How to use the Molecular Formula Calculator
- Choose empirical formula + molar mass, or composition + molar mass.
- Enter the empirical formula or element composition values.
- Enter the experimental molar mass in g/mol.
- Read the multiplier n, empirical formula, and molecular formula.
- Copy the summary for homework or lab reports.
Common use cases
- Getting C₆H₁₂O₆ from empirical CH₂O and molar mass 180.16 g/mol
- Finding C₆H₆ from empirical CH and molar mass 78.11 g/mol (benzene)

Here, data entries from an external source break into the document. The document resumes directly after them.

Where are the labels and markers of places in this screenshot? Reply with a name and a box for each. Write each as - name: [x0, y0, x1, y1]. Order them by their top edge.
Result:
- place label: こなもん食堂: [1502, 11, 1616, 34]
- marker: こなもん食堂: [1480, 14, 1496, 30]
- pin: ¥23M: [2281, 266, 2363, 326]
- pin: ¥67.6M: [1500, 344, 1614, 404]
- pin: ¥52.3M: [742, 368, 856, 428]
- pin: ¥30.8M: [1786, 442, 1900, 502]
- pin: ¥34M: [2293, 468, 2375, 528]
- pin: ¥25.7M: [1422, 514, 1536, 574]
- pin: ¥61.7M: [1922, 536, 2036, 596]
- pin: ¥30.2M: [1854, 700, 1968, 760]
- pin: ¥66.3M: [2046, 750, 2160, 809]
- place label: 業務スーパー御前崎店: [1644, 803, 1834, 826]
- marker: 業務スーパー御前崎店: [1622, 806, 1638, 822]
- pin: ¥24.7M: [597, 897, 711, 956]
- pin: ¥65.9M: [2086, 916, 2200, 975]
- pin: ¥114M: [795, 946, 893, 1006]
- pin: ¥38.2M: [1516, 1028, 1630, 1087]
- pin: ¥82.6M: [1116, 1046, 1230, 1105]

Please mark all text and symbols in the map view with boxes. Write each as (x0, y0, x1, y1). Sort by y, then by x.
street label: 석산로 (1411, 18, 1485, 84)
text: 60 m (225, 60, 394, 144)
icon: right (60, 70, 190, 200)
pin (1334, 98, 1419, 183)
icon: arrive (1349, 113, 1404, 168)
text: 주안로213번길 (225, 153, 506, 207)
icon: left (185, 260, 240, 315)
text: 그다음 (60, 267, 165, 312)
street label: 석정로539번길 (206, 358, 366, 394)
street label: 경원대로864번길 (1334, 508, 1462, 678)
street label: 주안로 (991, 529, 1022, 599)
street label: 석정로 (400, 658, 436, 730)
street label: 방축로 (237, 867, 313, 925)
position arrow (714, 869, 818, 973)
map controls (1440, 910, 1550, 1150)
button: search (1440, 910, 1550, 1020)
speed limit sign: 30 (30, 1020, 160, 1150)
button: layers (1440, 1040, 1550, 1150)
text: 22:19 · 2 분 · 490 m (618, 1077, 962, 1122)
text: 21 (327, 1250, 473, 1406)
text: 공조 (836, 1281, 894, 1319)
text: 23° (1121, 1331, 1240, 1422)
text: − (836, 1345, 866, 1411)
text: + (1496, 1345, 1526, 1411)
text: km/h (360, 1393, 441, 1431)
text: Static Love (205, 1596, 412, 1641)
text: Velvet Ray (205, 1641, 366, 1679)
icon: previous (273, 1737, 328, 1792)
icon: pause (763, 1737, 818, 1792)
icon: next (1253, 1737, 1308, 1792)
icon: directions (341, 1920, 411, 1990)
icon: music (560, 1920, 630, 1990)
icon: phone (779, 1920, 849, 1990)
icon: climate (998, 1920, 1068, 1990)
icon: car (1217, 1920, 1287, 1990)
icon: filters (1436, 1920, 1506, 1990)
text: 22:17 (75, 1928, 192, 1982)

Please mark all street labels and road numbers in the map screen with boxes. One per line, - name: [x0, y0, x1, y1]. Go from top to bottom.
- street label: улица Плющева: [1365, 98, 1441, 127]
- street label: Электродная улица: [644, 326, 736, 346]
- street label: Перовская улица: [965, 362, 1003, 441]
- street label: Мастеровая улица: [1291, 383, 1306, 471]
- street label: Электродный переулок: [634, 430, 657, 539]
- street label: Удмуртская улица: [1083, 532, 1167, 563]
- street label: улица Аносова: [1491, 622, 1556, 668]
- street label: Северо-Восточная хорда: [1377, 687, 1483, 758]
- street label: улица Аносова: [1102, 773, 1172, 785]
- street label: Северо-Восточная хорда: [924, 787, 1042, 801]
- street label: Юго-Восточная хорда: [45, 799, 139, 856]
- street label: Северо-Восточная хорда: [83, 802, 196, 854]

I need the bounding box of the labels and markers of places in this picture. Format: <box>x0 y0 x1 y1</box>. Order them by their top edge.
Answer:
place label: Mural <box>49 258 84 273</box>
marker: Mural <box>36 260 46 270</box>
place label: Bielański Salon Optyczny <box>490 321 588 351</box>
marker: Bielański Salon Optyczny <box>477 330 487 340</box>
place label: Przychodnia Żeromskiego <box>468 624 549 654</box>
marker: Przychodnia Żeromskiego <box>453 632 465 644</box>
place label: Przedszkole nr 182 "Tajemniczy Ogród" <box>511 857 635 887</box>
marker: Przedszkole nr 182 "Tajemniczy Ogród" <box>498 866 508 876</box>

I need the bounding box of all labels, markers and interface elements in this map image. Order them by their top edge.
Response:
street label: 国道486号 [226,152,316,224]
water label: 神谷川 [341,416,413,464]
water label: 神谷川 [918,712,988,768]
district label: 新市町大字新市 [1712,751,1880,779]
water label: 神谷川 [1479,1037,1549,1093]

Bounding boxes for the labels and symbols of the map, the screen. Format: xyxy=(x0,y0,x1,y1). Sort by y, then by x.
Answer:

- One-step molecular formula from mass % and experimental molar mass
Frequently asked questions
- How is molecular formula calculated?
- n = M(experimental) / M(empirical). Molecular formula = empirical formula × n. For glucose, CH₂O (30 g/mol) and M = 180 g/mol gives n = 6, so C₆H₁₂O₆.
- What if n is not a whole number?
- n should be an integer. A non-integer ratio usually means incorrect empirical formula, wrong molar mass, or impure sample. The calculator warns when n is not close to a whole number.
- Can I enter composition directly?
- Yes — use composition + molar mass mode. The tool finds the empirical formula from your data, then applies the molar mass multiplier.
- How is this different from empirical formula?
- Empirical formula is the simplest ratio (CH₂O). Molecular formula is the true atom count (C₆H₁₂O₆) — you need experimental molar mass to find it.